__Activity__
An exact reprint of every record below is required, with the pictures left out.

Saved entries
· · · · · · ·

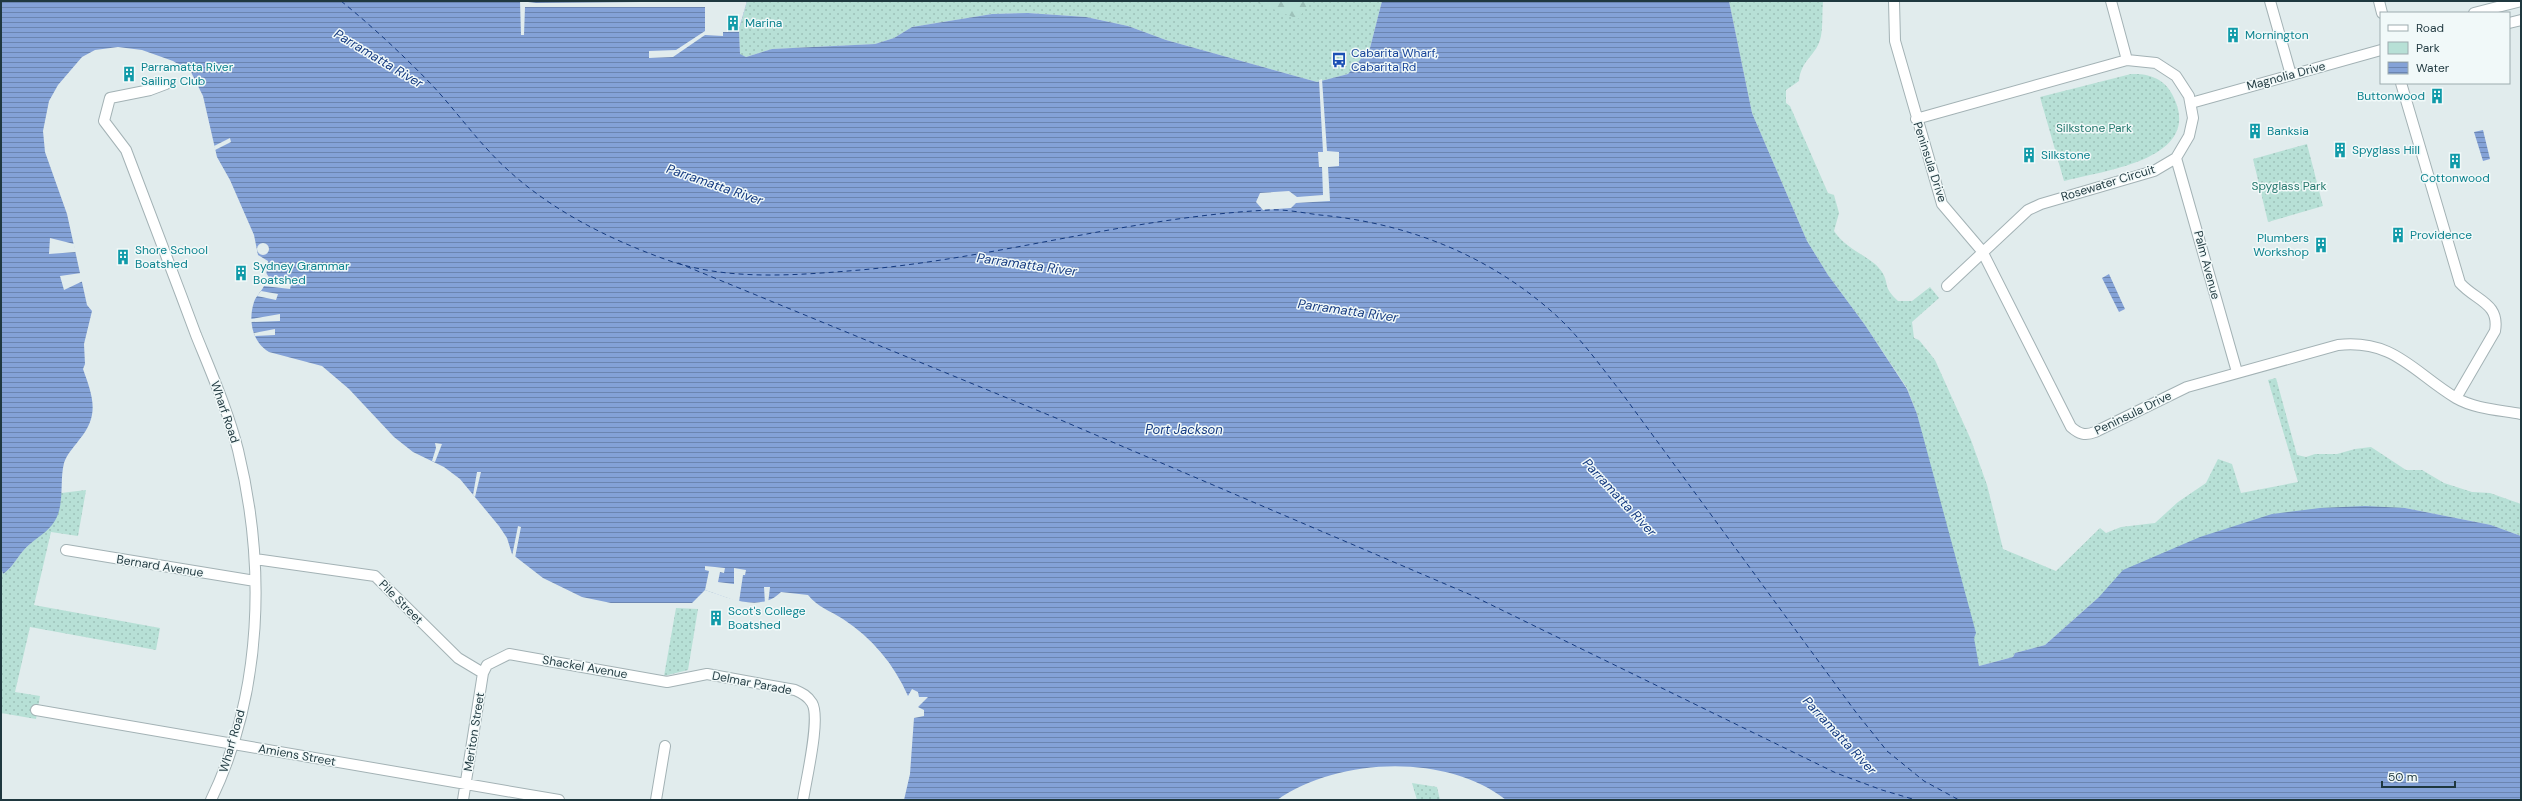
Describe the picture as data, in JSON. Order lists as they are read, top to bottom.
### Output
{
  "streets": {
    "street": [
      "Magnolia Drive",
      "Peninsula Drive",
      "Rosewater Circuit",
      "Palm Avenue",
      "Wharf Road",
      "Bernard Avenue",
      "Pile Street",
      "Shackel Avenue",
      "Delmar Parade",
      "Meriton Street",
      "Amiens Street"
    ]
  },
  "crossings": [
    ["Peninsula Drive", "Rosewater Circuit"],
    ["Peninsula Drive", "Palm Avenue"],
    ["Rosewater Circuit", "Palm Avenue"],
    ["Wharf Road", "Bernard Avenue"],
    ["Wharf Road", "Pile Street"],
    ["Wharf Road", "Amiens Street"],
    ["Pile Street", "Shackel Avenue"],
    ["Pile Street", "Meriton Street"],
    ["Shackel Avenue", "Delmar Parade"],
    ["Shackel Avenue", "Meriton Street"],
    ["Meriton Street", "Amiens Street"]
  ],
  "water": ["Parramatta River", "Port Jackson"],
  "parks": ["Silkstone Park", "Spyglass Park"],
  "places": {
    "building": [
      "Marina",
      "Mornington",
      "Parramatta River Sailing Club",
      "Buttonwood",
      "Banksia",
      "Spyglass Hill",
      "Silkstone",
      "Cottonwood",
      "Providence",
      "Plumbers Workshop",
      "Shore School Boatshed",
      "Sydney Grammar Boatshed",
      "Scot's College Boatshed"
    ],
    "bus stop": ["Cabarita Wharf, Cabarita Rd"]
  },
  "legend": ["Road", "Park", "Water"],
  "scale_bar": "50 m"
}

· · · · · · ·

__Reply__
Describe the picture as data, in JSON. Order lists as they are read, top to bottom.
### Output
{
  "streets": {
    "street": [
      "Magnolia Drive",
      "Peninsula Drive",
      "Rosewater Circuit",
      "Palm Avenue",
      "Wharf Road",
      "Bernard Avenue",
      "Pile Street",
      "Shackel Avenue",
      "Delmar Parade",
      "Meriton Street",
      "Amiens Street"
    ]
  },
  "crossings": [
    ["Peninsula Drive", "Rosewater Circuit"],
    ["Peninsula Drive", "Palm Avenue"],
    ["Rosewater Circuit", "Palm Avenue"],
    ["Wharf Road", "Bernard Avenue"],
    ["Wharf Road", "Pile Street"],
    ["Wharf Road", "Amiens Street"],
    ["Pile Street", "Shackel Avenue"],
    ["Pile Street", "Meriton Street"],
    ["Shackel Avenue", "Delmar Parade"],
    ["Shackel Avenue", "Meriton Street"],
    ["Meriton Street", "Amiens Street"]
  ],
  "water": ["Parramatta River", "Port Jackson"],
  "parks": ["Silkstone Park", "Spyglass Park"],
  "places": {
    "building": [
      "Marina",
      "Mornington",
      "Parramatta River Sailing Club",
      "Buttonwood",
      "Banksia",
      "Spyglass Hill",
      "Silkstone",
      "Cottonwood",
      "Providence",
      "Plumbers Workshop",
      "Shore School Boatshed",
      "Sydney Grammar Boatshed",
      "Scot's College Boatshed"
    ],
    "bus stop": ["Cabarita Wharf, Cabarita Rd"]
  },
  "legend": ["Road", "Park", "Water"],
  "scale_bar": "50 m"
}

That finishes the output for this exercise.